■ YOUR TASK: Below are records; repeat them all exactly.

Dataset entries:
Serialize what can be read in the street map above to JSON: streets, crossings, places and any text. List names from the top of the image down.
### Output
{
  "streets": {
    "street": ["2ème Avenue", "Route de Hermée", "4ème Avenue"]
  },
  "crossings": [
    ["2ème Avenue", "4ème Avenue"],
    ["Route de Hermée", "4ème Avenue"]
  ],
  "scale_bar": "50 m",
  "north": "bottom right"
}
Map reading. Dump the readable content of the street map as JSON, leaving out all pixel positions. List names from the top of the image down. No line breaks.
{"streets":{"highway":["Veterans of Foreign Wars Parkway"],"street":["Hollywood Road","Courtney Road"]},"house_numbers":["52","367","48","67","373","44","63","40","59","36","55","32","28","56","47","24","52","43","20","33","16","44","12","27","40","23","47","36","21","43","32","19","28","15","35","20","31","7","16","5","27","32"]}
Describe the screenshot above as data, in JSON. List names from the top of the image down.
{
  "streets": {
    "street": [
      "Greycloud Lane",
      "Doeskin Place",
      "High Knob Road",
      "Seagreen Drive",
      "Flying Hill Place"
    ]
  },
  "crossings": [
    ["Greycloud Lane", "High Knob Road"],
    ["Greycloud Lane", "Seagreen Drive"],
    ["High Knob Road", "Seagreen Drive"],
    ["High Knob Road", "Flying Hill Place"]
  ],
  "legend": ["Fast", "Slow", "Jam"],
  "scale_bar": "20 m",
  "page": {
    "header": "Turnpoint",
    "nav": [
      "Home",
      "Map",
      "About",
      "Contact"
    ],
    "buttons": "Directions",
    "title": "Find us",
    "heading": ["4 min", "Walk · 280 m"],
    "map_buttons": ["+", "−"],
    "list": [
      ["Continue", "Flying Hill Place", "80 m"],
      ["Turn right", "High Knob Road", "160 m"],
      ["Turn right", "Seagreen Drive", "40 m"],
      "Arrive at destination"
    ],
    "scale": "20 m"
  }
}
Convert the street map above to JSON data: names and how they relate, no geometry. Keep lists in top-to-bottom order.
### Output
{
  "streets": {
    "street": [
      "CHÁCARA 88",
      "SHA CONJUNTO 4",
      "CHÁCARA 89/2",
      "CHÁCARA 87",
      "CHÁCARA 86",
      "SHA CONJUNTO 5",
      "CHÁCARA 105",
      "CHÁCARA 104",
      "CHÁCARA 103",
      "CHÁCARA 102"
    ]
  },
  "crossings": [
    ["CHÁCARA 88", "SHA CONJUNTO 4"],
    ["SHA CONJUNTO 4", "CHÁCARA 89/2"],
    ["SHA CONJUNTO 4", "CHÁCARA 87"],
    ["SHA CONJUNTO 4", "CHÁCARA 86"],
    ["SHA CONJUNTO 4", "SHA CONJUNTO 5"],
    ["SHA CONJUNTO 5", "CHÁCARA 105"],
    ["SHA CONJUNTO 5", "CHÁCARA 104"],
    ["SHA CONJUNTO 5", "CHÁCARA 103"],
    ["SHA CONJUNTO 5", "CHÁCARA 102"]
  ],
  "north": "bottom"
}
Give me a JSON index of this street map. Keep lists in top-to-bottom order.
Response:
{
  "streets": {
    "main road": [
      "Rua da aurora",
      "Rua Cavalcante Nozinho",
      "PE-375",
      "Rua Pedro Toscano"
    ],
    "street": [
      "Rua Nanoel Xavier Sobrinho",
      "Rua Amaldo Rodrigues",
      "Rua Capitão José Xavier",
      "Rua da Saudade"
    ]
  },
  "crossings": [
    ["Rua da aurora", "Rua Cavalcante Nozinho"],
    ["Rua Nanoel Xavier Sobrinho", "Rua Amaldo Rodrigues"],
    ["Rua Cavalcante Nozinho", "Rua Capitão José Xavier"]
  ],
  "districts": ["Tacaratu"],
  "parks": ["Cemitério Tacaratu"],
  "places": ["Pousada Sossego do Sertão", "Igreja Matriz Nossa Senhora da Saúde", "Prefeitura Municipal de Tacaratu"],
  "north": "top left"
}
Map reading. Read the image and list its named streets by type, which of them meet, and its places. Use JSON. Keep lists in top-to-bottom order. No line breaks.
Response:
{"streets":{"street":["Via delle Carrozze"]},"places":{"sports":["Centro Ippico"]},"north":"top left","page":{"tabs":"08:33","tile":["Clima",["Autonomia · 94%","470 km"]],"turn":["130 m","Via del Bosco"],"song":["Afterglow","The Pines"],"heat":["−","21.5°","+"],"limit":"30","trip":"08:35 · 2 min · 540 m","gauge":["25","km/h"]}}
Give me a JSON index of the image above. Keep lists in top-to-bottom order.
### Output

■ SOLVED EXERCISE:
Serialize what can be read in the street map above to JSON: streets, crossings, places and any text. List names from the top of the image down.
### Output
{
  "streets": {
    "street": ["2ème Avenue", "Route de Hermée", "4ème Avenue"]
  },
  "crossings": [
    ["2ème Avenue", "4ème Avenue"],
    ["Route de Hermée", "4ème Avenue"]
  ],
  "scale_bar": "50 m",
  "north": "bottom right"
}
Map reading. Dump the readable content of the street map as JSON, leaving out all pixel positions. List names from the top of the image down. No line breaks.
{"streets":{"highway":["Veterans of Foreign Wars Parkway"],"street":["Hollywood Road","Courtney Road"]},"house_numbers":["52","367","48","67","373","44","63","40","59","36","55","32","28","56","47","24","52","43","20","33","16","44","12","27","40","23","47","36","21","43","32","19","28","15","35","20","31","7","16","5","27","32"]}
Describe the screenshot above as data, in JSON. List names from the top of the image down.
{
  "streets": {
    "street": [
      "Greycloud Lane",
      "Doeskin Place",
      "High Knob Road",
      "Seagreen Drive",
      "Flying Hill Place"
    ]
  },
  "crossings": [
    ["Greycloud Lane", "High Knob Road"],
    ["Greycloud Lane", "Seagreen Drive"],
    ["High Knob Road", "Seagreen Drive"],
    ["High Knob Road", "Flying Hill Place"]
  ],
  "legend": ["Fast", "Slow", "Jam"],
  "scale_bar": "20 m",
  "page": {
    "header": "Turnpoint",
    "nav": [
      "Home",
      "Map",
      "About",
      "Contact"
    ],
    "buttons": "Directions",
    "title": "Find us",
    "heading": ["4 min", "Walk · 280 m"],
    "map_buttons": ["+", "−"],
    "list": [
      ["Continue", "Flying Hill Place", "80 m"],
      ["Turn right", "High Knob Road", "160 m"],
      ["Turn right", "Seagreen Drive", "40 m"],
      "Arrive at destination"
    ],
    "scale": "20 m"
  }
}
Convert the street map above to JSON data: names and how they relate, no geometry. Keep lists in top-to-bottom order.
### Output
{
  "streets": {
    "street": [
      "CHÁCARA 88",
      "SHA CONJUNTO 4",
      "CHÁCARA 89/2",
      "CHÁCARA 87",
      "CHÁCARA 86",
      "SHA CONJUNTO 5",
      "CHÁCARA 105",
      "CHÁCARA 104",
      "CHÁCARA 103",
      "CHÁCARA 102"
    ]
  },
  "crossings": [
    ["CHÁCARA 88", "SHA CONJUNTO 4"],
    ["SHA CONJUNTO 4", "CHÁCARA 89/2"],
    ["SHA CONJUNTO 4", "CHÁCARA 87"],
    ["SHA CONJUNTO 4", "CHÁCARA 86"],
    ["SHA CONJUNTO 4", "SHA CONJUNTO 5"],
    ["SHA CONJUNTO 5", "CHÁCARA 105"],
    ["SHA CONJUNTO 5", "CHÁCARA 104"],
    ["SHA CONJUNTO 5", "CHÁCARA 103"],
    ["SHA CONJUNTO 5", "CHÁCARA 102"]
  ],
  "north": "bottom"
}
Give me a JSON index of this street map. Keep lists in top-to-bottom order.
Response:
{
  "streets": {
    "main road": [
      "Rua da aurora",
      "Rua Cavalcante Nozinho",
      "PE-375",
      "Rua Pedro Toscano"
    ],
    "street": [
      "Rua Nanoel Xavier Sobrinho",
      "Rua Amaldo Rodrigues",
      "Rua Capitão José Xavier",
      "Rua da Saudade"
    ]
  },
  "crossings": [
    ["Rua da aurora", "Rua Cavalcante Nozinho"],
    ["Rua Nanoel Xavier Sobrinho", "Rua Amaldo Rodrigues"],
    ["Rua Cavalcante Nozinho", "Rua Capitão José Xavier"]
  ],
  "districts": ["Tacaratu"],
  "parks": ["Cemitério Tacaratu"],
  "places": ["Pousada Sossego do Sertão", "Igreja Matriz Nossa Senhora da Saúde", "Prefeitura Municipal de Tacaratu"],
  "north": "top left"
}
Map reading. Read the image and list its named streets by type, which of them meet, and its places. Use JSON. Keep lists in top-to-bottom order. No line breaks.
Response:
{"streets":{"street":["Via delle Carrozze"]},"places":{"sports":["Centro Ippico"]},"north":"top left","page":{"tabs":"08:33","tile":["Clima",["Autonomia · 94%","470 km"]],"turn":["130 m","Via del Bosco"],"song":["Afterglow","The Pines"],"heat":["−","21.5°","+"],"limit":"30","trip":"08:35 · 2 min · 540 m","gauge":["25","km/h"]}}
Give me a JSON index of the image above. Keep lists in top-to-bottom order.
### Output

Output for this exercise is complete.